Saint-Eustache est un secret qui cache bien son jeu. Discrète et intime, paisible et sereine, Statia, comme la surnomment ses habitants, vous chamboule sans crier gare. Perchée au Nord des Petites Antilles, l’île est bluffante, pléthorique de surprises. À commencer par ses épaves. Des coups de poing de couleurs et de vie, des visions surréalistes qui donnent envie d’y revenir.
Texte Cécile Cioni, photos Mike Hartenik (www.scubaqua.com)
Qu’il est parfois bon de se prendre une claque. À Statia, j’en ai pris une jolie, de celles qui redéfinissent votre échelle des dimensions. C’était en 2008, lors de ma première visite dans l’île. Une claque de tôle et d’acier, envoyée sans ménagement par un géant de la navigation, un câblier de 100 mètres de long reposant dans la quiétude des eaux caribéennes. Couché sur son flanc tribord, à 30 mètres de fond, le Charles Brown m’avait laissée pantoise, sidérée, abasourdie. Il avait réussi, en une petite heure de plongée, à balayer mon scepticisme : c’était bien LA plongée à ne pas rater.
En 2013, j’ai eu envie de tendre l’autre joue et de retourner saluer le monument. D’autant que l’année n’est pas anodine pour le Charles Brown. Coulé volontairement en 2003, il fête les 10 ans de sa nouvelle existence, sa deuxième vie en tant qu’épave adulée des plongeurs, la plus grande de l’arc des Antilles. Une décennie et il a encore toutes ses dents, cette force pure des grands bateaux. En pleine forme, le mastodonte s’est même magnifié, la vie marine ayant pris ses quartiers sur les structures des ponts. Racheté par l’île pour un dollar symbolique, afin d’en faire un récif artificiel, le Charles Brown est un colosse au cœur tendre, qui a laissé des témoignages de son affection un peu partout sur Saint-Eustache. « La table sur laquelle nous sommes en train de faire le briefing est constituée de bois provenant du Charles, nous explique Mike du Scubaqua Dive Center, juste avant de partir explorer le géant.
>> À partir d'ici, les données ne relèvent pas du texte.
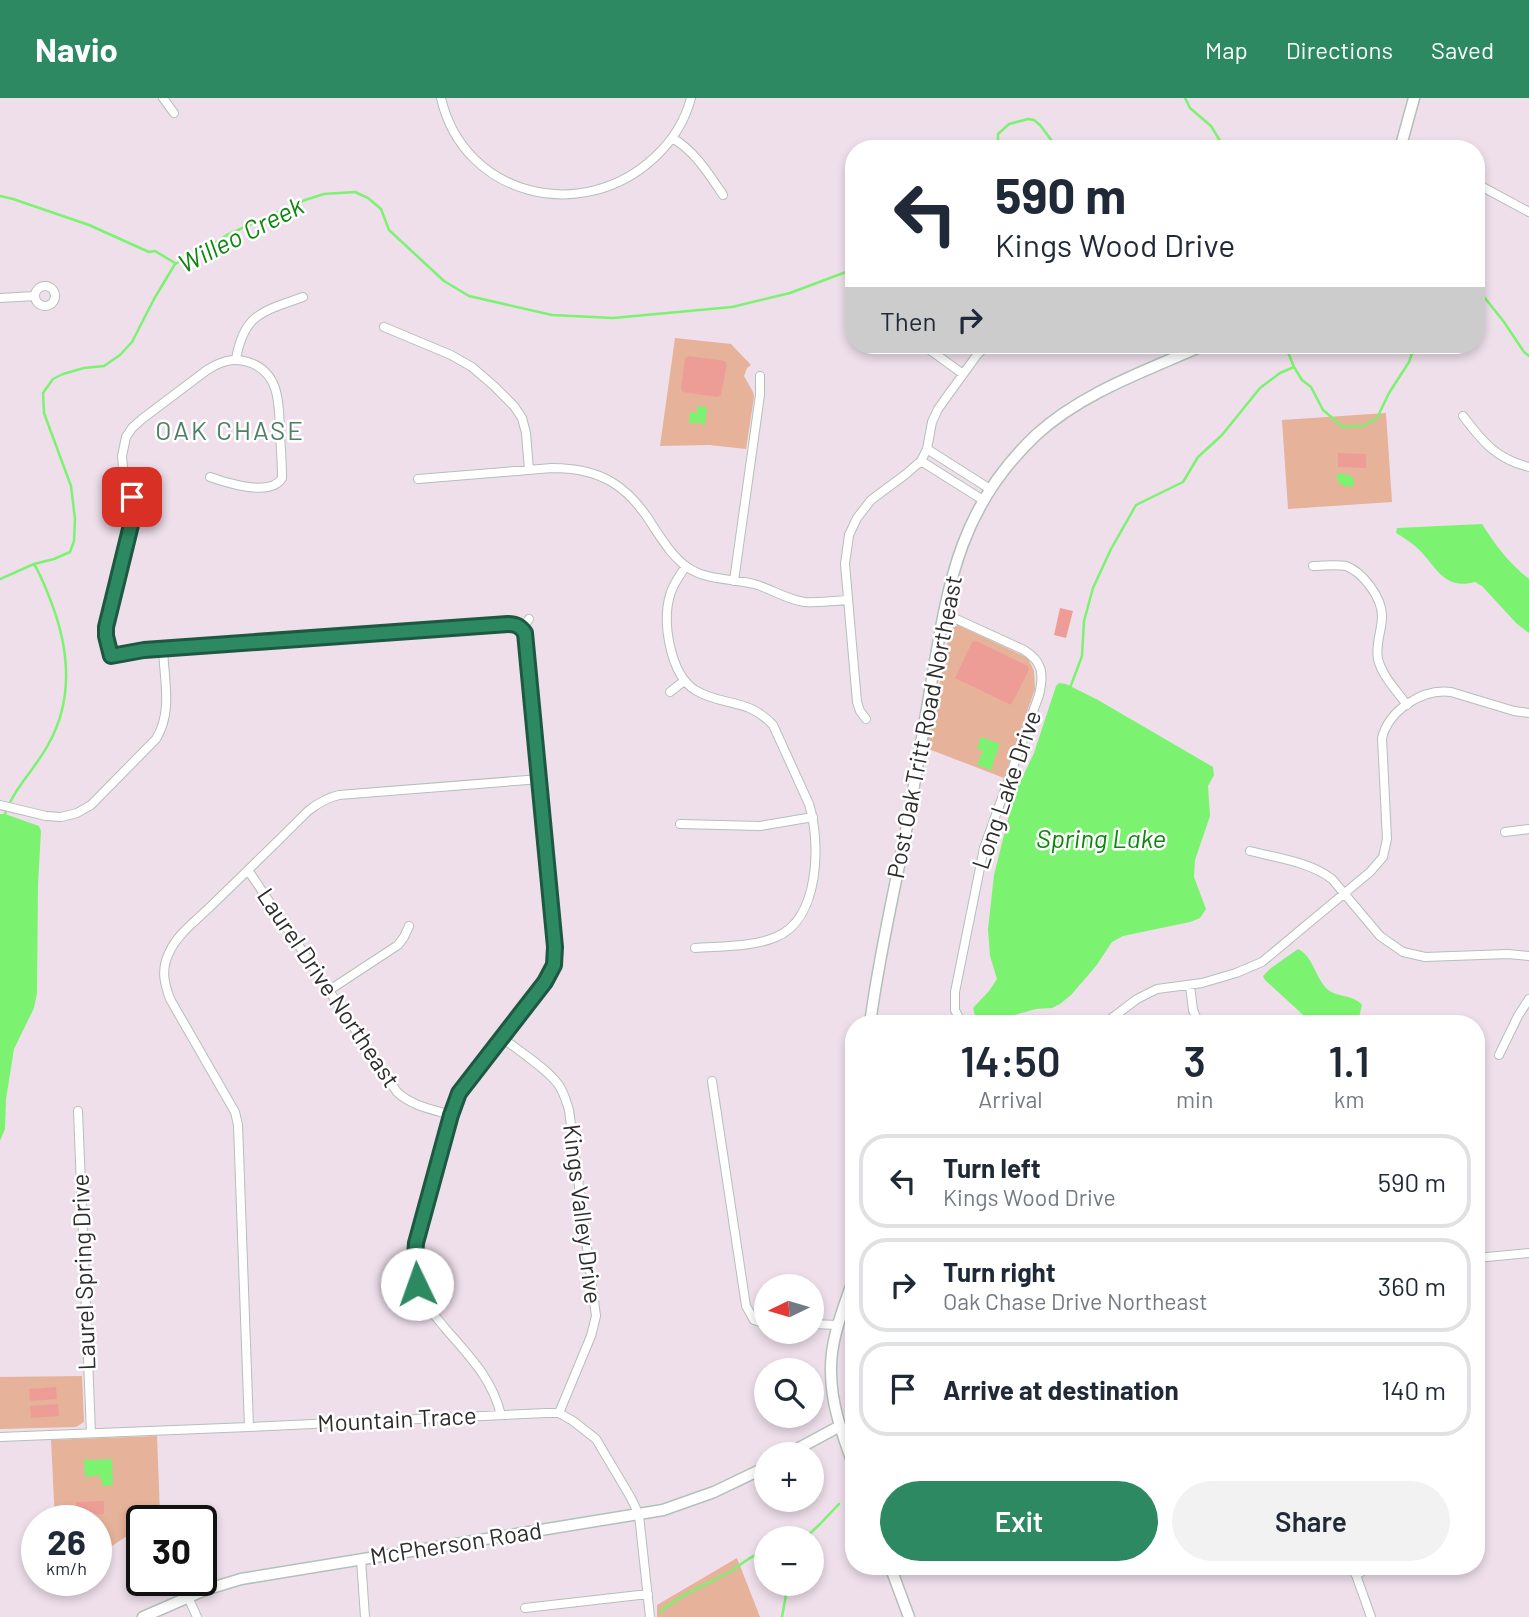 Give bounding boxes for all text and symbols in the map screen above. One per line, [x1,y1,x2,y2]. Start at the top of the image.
text: Navio [35,29,118,69]
text: Map [1205,35,1248,64]
text: Directions [1286,35,1393,64]
text: Saved [1431,35,1494,64]
text: 590 m [995,165,1126,224]
icon: left [880,168,971,259]
water label: Willeo Creek [173,189,308,278]
text: Kings Wood Drive [995,225,1235,263]
icon: right [951,301,989,339]
text: Then [880,305,937,336]
district label: OAK CHASE [155,414,305,445]
pin [102,467,162,527]
icon: arrive [113,478,151,516]
street label: Post Oak Tritt Road Northeast [880,573,967,881]
street label: Long Lake Drive [965,706,1046,873]
water label: Spring Lake [1036,822,1166,853]
street label: Laurel Drive Northeast [252,882,407,1092]
text: 14:50 [960,1035,1061,1085]
text: 3 [1183,1035,1206,1085]
text: 1.1 [1329,1035,1370,1085]
text: Arrival [978,1085,1043,1113]
text: min [1176,1085,1213,1113]
text: km [1334,1085,1364,1113]
street label: Kings Valley Drive [558,1122,609,1305]
text: Turn left [943,1152,1041,1183]
icon: left [884,1162,922,1200]
text: 590 m [1378,1166,1446,1197]
street label: Laurel Spring Drive [65,1173,100,1371]
text: Kings Wood Drive [943,1183,1116,1211]
position arrow [380,1247,454,1321]
text: Turn right [943,1256,1056,1287]
icon: right [884,1266,922,1304]
text: 360 m [1378,1270,1446,1301]
north arrow [754,1274,824,1344]
map controls [754,1274,824,1596]
text: Oak Chase Drive Northeast [943,1287,1208,1315]
button: search [754,1358,824,1428]
icon: arrive [884,1370,922,1408]
text: Arrive at destination [943,1374,1179,1405]
text: 140 m [1381,1374,1446,1405]
street label: Mountain Trace [317,1400,477,1437]
button: + [754,1442,824,1512]
button: Exit [880,1481,1158,1561]
button: Share [1172,1481,1450,1561]
speed limit sign: 30 [126,1505,217,1596]
street label: McPherson Road [368,1515,544,1570]
text: 26 [47,1520,86,1562]
button: − [754,1526,824,1596]
text: km/h [46,1557,87,1579]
Et nombreux sont les Statiens à dormir chaque nuit sur un matelas, récupéré sur le bateau ! » Autant dire que l’on va plonger sur une institution, pour laquelle le respect est de mise.
Les retrouvailles sont à la hauteur de mes espérances. À la descente, même préparée, je me laisse surprendre par la gifle que je suis venue chercher. L’eau est cristalline, la masse sous mes palmes est gigantesque, j’ai le tournis. Dans ce décor de superlatifs, mon œil s’accroche sur les hélices. Deux sœurs jumelles démesurées, dont chaque pale dépasse la taille d’un homme. La coque demeure nue, mais les ponts, la cheminée, les mâts ont profité du talent décorateur de Dame Nature. La claque prend une saveur nouvelle. Pas un centimètre carré qui ne soit recouvert d’éponges colorées, de gorgones et de coraux. Les poissons anges français nous narguent, vont et viennent, nous attirent dans les coursives. Aucun danger à y pénétrer, elles ont été entièrement aménagées pour la plongée. « Tout a été pensé pour la sécurité, me rappellera plus tard Menno, autre associé du Scubaqua Dive Centre. Les portes ont été retirées pour qu’il y ait toujours une sortie. C’est un endroit idéal pour les cours de plongée sur épave. »
La visite se poursuit avec le salut de Charly. Le vieux barracuda a vécu, mais il est toujours domicilié sur le Charles Brown. Il partage la colocation avec les chirurgiens et les poissons coffres qui pullulent sur la coque. Sans compter ce grandiose banc de carangues, dans lequel je termine mon immersion. Sans me prévenir, les belles m’ont encerclée, je suis au milieu d’un vortex vivant. Ultime regard dans le bleu baignant le géant. Deux silhouettes furtives se dessinent. Ce sont des requins gris, mais il faut déjà remonter.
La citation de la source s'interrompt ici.